どこゆきカウントダウンー2020ー

2020年7月24日、東京オリンピック開会のファンファーレが鳴りわたるとき…には、《3.11》震災大津波からの復興を讃える高らかな大合唱が付いていてほしい。

東映から独立後まもない健さんの映画/     『無宿(やどなし)』にみる心境のありようなど…

-No.0512
★2015年02月15日日曜日
★《3.11》フクシマから → 1438日
    (高倉健没から →   97日
★オリンピック東京まで → 1986日




◆簡潔素朴派とコテコテ演技派

 ひきつづき、健さん映画を録画マイ・シアターで観ています。

 『無宿(やどなし)』(1974年、斎藤耕一監督)。
 製作は勝プロダクションで、東宝が配給。
 
 (ははぁ…)てんで、途中から、ボクは思わずニヤニヤしてしまいました。
 これは、フランス映画『冒険者たち』(1967年、ロベール・アンリコ監督)のオマージュ・フィルム、影響をうけたものだなと、分かったからです。

 アロン・ドロン、リノ・バンチュラ、ジョアンナ・シムカスが共演した『冒険者たち』は、それそれの夢に破れた男2と女1の3人組が、宝探しの冒険に旅立つ話し。
 ヒロイン、シムカスの可憐な容姿と、テーマ曲「レティシア」が印象的な、とてもいいムードの作品でしたが。

 『無宿(やどなし)』は、これを日本の風土に置き換えたお話しの映画。
 高倉健勝新太郎梶芽衣子の共演…といえば予想がついてしまう、やっぱりヤクザっぽいところに落ち着いちゃったのが、惜しまれる作品。

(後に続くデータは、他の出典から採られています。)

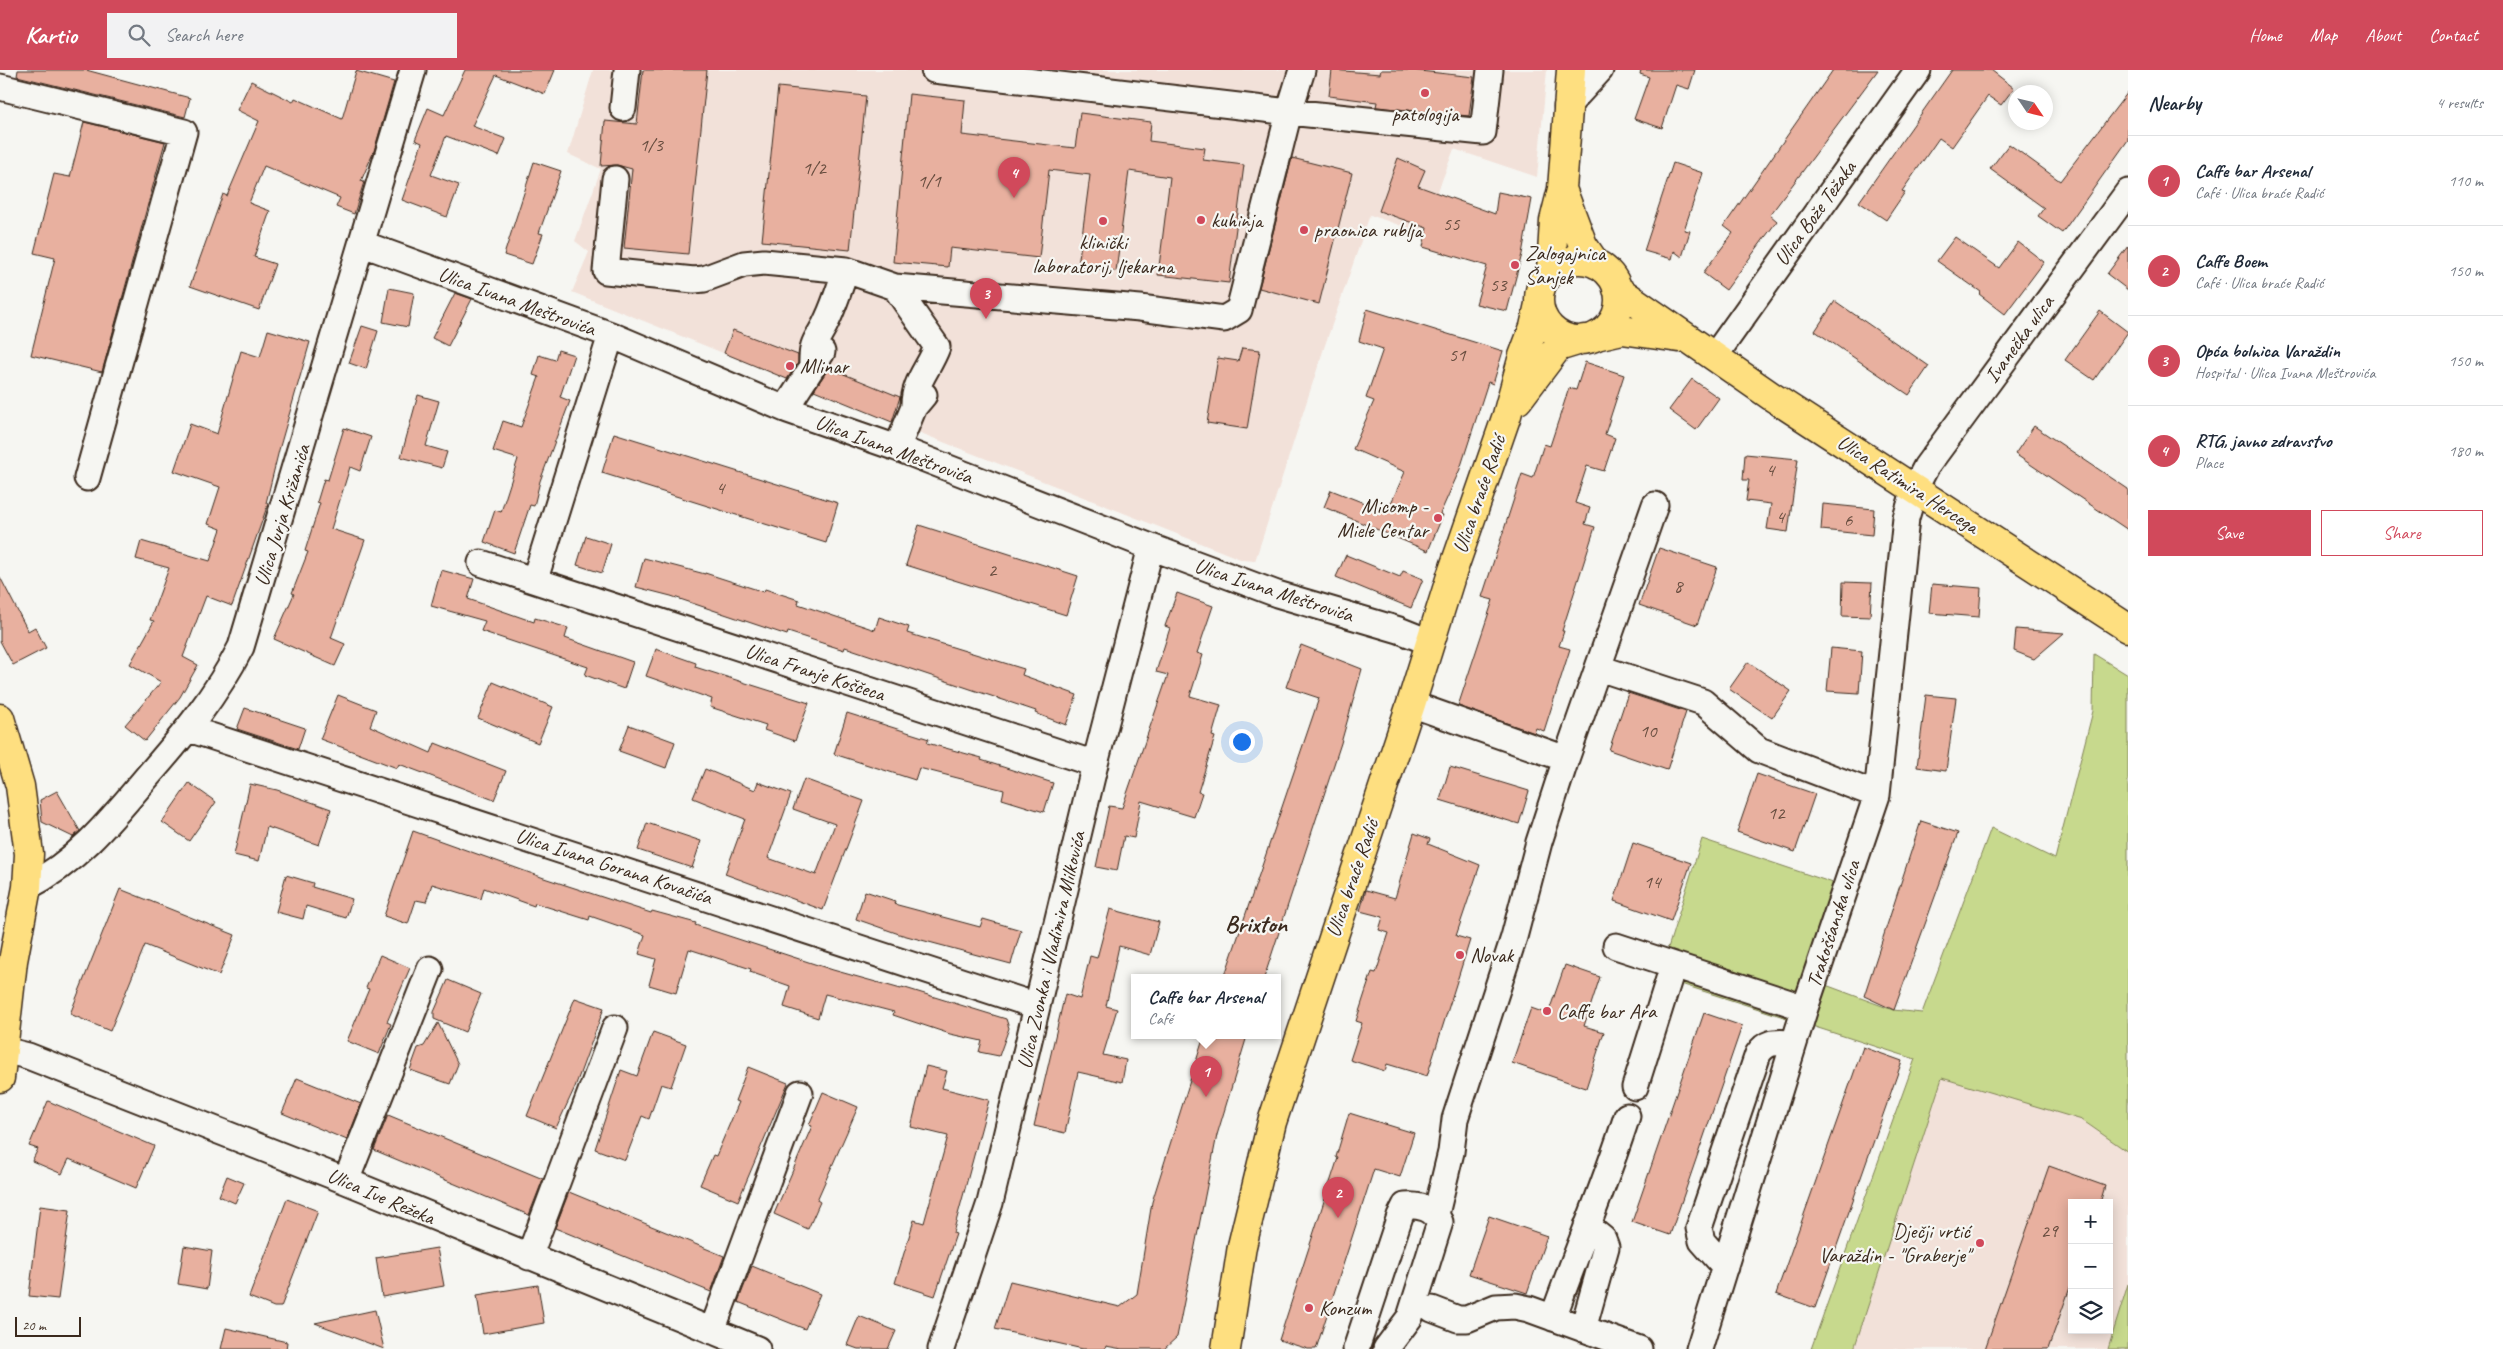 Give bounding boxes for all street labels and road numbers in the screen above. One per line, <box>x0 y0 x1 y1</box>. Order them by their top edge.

 これ、ロードムービー。旅の途次途次でのできごとを追う、つまり歌舞伎でいうところの「道行」映画ですね。
 旅が身に沁みついているボクには、たまらない魅力のジャンルですけど…。

 ざんねんながら、できがオシャレじゃなかったので、評価はいまいち。

 ひとつ、よくわかったことがあって。
 高倉健勝新太郎の共演は、この映画一本きりだったわけですが。
 演技をできるかぎり簡潔にすること、芝居しすぎないことを目指した健さんと、こてこての演技派「役者やのぉ」タイプの勝新の、違いまざまざ。

 内心、演りにくっかったでしょうね、おたがいに。
 それとも、それなりにオモシロかったりしたんでしょうか…。

 健さん、勝新のお兄さんで殺陣の名手といわれた若山富三郎さんとは、ヤクザ映画で何本か共演してましたが。

 やっぱり、どこか役りにくそうで。
 ペコンと律儀に頭をさげて「ごめんなすって」
 すたすた去って行きたそうに、ボクにはみえましたけど…。